Dataset entries
________________________

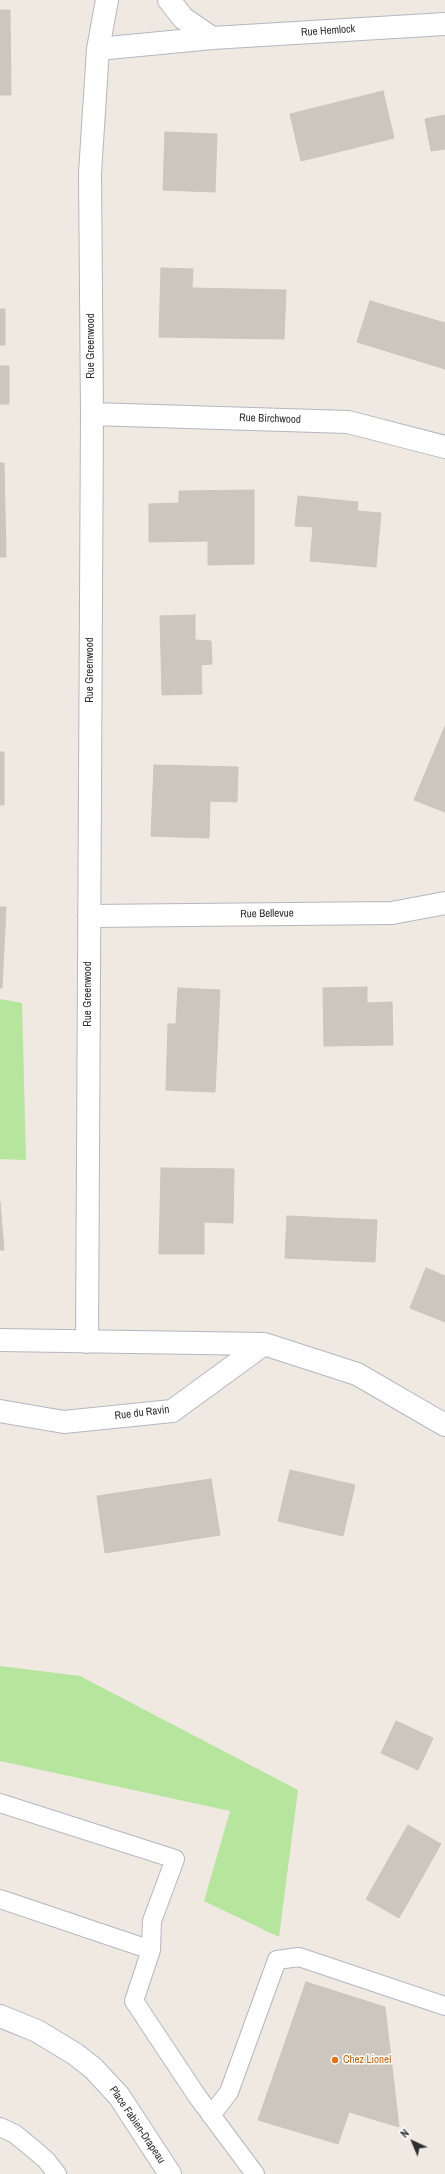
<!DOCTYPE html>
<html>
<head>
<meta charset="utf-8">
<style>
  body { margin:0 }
  #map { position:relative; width:445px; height:2174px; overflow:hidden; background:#efe9e1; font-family:"Archivo Narrow",sans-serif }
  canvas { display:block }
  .north { position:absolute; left:393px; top:2122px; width:40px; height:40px; -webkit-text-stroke:3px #fff; paint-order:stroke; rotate:316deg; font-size:11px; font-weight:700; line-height:16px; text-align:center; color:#2e2e2e }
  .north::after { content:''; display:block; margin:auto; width:14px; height:18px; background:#2e2e2e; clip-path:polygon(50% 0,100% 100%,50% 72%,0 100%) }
</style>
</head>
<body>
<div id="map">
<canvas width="445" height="2174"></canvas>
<div class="north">N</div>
</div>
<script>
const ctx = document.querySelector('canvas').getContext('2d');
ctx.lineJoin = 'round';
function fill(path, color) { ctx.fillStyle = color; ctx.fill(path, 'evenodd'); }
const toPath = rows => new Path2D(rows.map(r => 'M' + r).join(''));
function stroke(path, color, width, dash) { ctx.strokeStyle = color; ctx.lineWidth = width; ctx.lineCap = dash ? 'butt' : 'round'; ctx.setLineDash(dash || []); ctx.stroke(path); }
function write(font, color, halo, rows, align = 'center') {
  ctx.font = font + ' "Archivo Narrow",sans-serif'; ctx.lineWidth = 3; ctx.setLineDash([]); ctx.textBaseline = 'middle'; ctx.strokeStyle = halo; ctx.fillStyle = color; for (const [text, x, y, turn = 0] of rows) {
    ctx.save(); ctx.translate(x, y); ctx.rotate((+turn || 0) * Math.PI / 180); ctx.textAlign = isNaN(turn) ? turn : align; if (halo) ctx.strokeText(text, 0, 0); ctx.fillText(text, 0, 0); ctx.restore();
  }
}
fill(toPath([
  [0,999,22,1003,26,1160,0,1159],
  [0,1666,80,1676,298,1790,279,1937,204,1901,230,1811,0,1761]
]), '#b6e59e');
const building = toPath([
  [0,10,10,10,11,95,0,95,0,10],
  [383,91,394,138,301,161,290,114,383,91],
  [445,115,445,149,431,151,425,119,445,115],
  [165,132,217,134,215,192,163,190,165,132],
  [161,268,193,269,192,288,286,290,284,339,159,337,161,268],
  [370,301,445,323,445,369,357,342,370,301],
  [0,309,5,309,5,345,0,345,0,309],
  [0,366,9,366,9,404,0,404,0,366],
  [0,463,4,463,6,557,0,557,0,463],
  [254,490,254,564,208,565,208,541,149,542,149,504,179,503,179,491,254,490],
  [298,496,358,502,357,511,381,513,376,567,310,561,313,527,295,526,298,496],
  [195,615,195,640,211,641,212,664,201,665,202,694,162,695,160,616,195,615],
  [445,726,445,812,414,800,445,726],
  [0,752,4,752,4,805,0,805,0,752],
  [154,765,238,767,237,802,210,801,209,838,151,836,154,765],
  [0,907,6,907,2,988,0,988,0,907],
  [367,987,367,1003,392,1002,393,1045,324,1046,323,988,367,987],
  [178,988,220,990,215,1092,166,1090,168,1024,176,1024,178,988],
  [161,1168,234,1169,233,1223,204,1222,204,1254,159,1254,161,1168],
  [0,1202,4,1250,0,1250,0,1202],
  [287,1216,377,1220,375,1262,285,1258,287,1216],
  [426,1268,445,1276,445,1322,410,1308,426,1268],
  [290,1470,355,1485,343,1536,278,1521,290,1470],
  [211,1479,220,1535,105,1553,97,1496,211,1479],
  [396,1721,433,1738,418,1770,381,1753,396,1721],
  [408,1825,441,1844,399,1918,366,1899,408,1825],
  [306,1982,385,2007,399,2127,349,2112,338,2144,258,2120,306,1982]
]);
fill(building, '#cbc7bf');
stroke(building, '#cbc5ba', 1);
const service = toPath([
  [0,1803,175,1859,152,1921,151,1950],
  [0,1899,151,1950,134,2001,197,2096,255,2174],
  [210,2114,216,2109,229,2092,277,1960,299,1957,445,2006],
  [0,2127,15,2134,32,2148,46,2160,57,2174]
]);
const minor = toPath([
  [169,0,183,18,212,38],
  [98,49,212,38,445,24],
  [92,414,348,422,445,447],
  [89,916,392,913,445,903],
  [0,1340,264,1344,357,1374,445,1425],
  [87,1342,92,414,90,173,98,49,107,0],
  [0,1411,64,1422,172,1411,264,1344],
  [0,2016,37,2031,75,2054,93,2068,119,2096,170,2174]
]);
stroke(service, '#b4b7c1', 20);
stroke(minor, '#b4b7c1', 24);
stroke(service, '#fff', 18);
stroke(minor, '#fff', 22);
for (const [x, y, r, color] of [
  [335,2060,4,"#e8710a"]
]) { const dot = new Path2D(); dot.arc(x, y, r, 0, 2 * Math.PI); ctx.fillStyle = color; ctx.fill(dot); stroke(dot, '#fff', 1.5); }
write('11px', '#2e2e2e', '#fff', [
  ["Rue Hemlock",328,31,-4],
  ["Rue Greenwood",91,346,-90],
  ["Rue Birchwood",270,419,2],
  ["Rue Greenwood",90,670,-90],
  ["Rue Bellevue",267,914,-1],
  ["Rue Greenwood",88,994,-90],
  ["Rue du Ravin",142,1413,-7],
  ["Place Fabien-Drapeau",137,2125,56]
]);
write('11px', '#c56008', '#fff', [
  ["Chez Lionel",343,2060]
], 'left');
</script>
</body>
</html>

________________________

> [WHAT IS REQUIRED] Among the entries above, find the line with "const ctx = document.querySelector('canvas').getContext('2d');" and the line with "function stroke(path, color, width, dash)"; give again exactly these two lines and all lines between them.

> [SOLUTION TO THIS EXERCISE]
const ctx = document.querySelector('canvas').getContext('2d');
ctx.lineJoin = 'round';
function fill(path, color) { ctx.fillStyle = color; ctx.fill(path, 'evenodd'); }
const toPath = rows => new Path2D(rows.map(r => 'M' + r).join(''));
function stroke(path, color, width, dash) { ctx.strokeStyle = color; ctx.lineWidth = width; ctx.lineCap = dash ? 'butt' : 'round'; ctx.setLineDash(dash || []); ctx.stroke(path); }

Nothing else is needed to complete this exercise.